U.S. stocks are ending a solid third quarter and month of September. The Dow Jones industrial average enters Friday up 4.7% for the quarter and 3% for the month. Entering the final three months of 2012, the Dow is up more than 10%.
The first domestic report of the day showed personal income grew at 0.1% in August -- the same as July. Personal spending rose 0.5%, slightly higher than in July. Both are signs the recovery continues to struggle.
Meanwhile, the Bureau of Economic Analysis reported that core prices of household goods and services rose 0.1% in August, as expected.

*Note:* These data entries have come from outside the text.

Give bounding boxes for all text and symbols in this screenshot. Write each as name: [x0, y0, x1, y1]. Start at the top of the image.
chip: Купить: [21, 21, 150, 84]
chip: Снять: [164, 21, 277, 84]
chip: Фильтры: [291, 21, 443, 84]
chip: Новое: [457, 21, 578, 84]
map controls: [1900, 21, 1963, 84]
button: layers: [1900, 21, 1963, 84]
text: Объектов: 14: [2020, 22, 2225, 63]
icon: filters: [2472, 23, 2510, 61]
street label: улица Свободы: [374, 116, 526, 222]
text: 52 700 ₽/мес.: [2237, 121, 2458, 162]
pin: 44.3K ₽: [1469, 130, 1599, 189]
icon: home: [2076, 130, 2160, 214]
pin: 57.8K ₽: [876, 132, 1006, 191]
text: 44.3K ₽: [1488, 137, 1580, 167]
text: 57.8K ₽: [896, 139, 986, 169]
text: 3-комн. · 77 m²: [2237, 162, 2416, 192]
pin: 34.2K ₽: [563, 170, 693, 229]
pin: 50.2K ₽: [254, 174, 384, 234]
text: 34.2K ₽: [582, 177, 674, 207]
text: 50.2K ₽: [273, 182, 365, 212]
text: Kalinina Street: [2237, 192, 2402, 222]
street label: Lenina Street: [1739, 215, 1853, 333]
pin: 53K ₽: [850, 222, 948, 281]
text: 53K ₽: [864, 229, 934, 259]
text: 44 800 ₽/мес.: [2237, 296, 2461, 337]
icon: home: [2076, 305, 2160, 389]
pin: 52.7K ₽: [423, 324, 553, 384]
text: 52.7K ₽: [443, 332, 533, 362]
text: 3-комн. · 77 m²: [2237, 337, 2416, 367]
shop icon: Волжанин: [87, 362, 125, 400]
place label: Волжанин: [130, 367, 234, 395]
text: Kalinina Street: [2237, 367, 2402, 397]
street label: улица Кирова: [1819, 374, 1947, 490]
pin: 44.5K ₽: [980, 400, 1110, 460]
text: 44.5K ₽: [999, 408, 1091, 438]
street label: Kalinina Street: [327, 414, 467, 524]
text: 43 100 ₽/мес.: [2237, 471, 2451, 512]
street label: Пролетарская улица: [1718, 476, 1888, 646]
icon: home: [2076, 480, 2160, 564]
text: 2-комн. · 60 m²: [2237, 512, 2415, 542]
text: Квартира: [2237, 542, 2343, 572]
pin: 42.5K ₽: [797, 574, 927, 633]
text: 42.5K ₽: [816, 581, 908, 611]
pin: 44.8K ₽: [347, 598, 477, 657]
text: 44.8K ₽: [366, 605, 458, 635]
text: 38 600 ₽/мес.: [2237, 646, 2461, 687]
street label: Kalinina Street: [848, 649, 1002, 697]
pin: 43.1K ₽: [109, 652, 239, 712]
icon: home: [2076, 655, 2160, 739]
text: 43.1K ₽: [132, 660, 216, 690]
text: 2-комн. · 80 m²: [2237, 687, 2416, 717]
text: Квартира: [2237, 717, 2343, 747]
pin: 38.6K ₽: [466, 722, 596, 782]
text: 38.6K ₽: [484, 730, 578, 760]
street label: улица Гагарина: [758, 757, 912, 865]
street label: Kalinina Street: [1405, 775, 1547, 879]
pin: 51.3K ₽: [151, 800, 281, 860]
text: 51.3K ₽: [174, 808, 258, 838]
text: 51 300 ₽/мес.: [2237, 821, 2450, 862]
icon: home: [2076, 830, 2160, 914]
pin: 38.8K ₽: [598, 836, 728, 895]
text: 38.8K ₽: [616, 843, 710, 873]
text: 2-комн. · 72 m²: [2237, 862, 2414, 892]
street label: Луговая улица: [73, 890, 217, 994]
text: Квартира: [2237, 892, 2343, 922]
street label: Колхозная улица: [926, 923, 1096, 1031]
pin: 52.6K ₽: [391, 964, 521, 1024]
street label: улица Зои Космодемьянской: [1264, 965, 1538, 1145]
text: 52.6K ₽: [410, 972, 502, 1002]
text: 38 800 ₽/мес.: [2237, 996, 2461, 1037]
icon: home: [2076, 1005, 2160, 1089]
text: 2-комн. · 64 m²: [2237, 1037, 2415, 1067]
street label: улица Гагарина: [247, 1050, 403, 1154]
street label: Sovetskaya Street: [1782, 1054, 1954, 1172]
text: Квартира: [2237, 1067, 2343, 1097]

At 9:45 a.m. ET, the Chicago Purchasing Managers Index for September -- a manufacturing measure -- will be published, followed by the University of Michigan releasing the final edition of its consumer sentiment index for September.
Companies: Drugstore chain Walgreen reported earnings of 62 cents per share, beating expectations. But sales and profits were down from a year ago. Shares of Walgreen fell 1.6% in premarket trading.
Facebook shares rose 1% in premarket trading on news that the company has developed another revenue source: a gift-giving service with partners like Starbucks, Magnolia Bakery and 1-800-Flowers.
Shares of Research in Motion jumped nearly 19% in premarket trading, after the BlackBerry maker reported a narrower-than-expected loss and beat expectations on revenue.
Shares of Nike fell in after-hours trading, even though the athletic shoe maker beat forecasts on both revenue and profits.
Currencies and commodities: The dollar slid against the euro but gained versus the British pound and Japanese yen.
Oil for November delivery rose 4 cents to $91.89 a barrel.
Gold futures for December delivery rose 60 cents to $1,781.10 an ounce.
Bonds: The price on the benchmark 10-year U.S. Treasury rose, pushing the yield down to 1.61% from 1.64% late Thursday.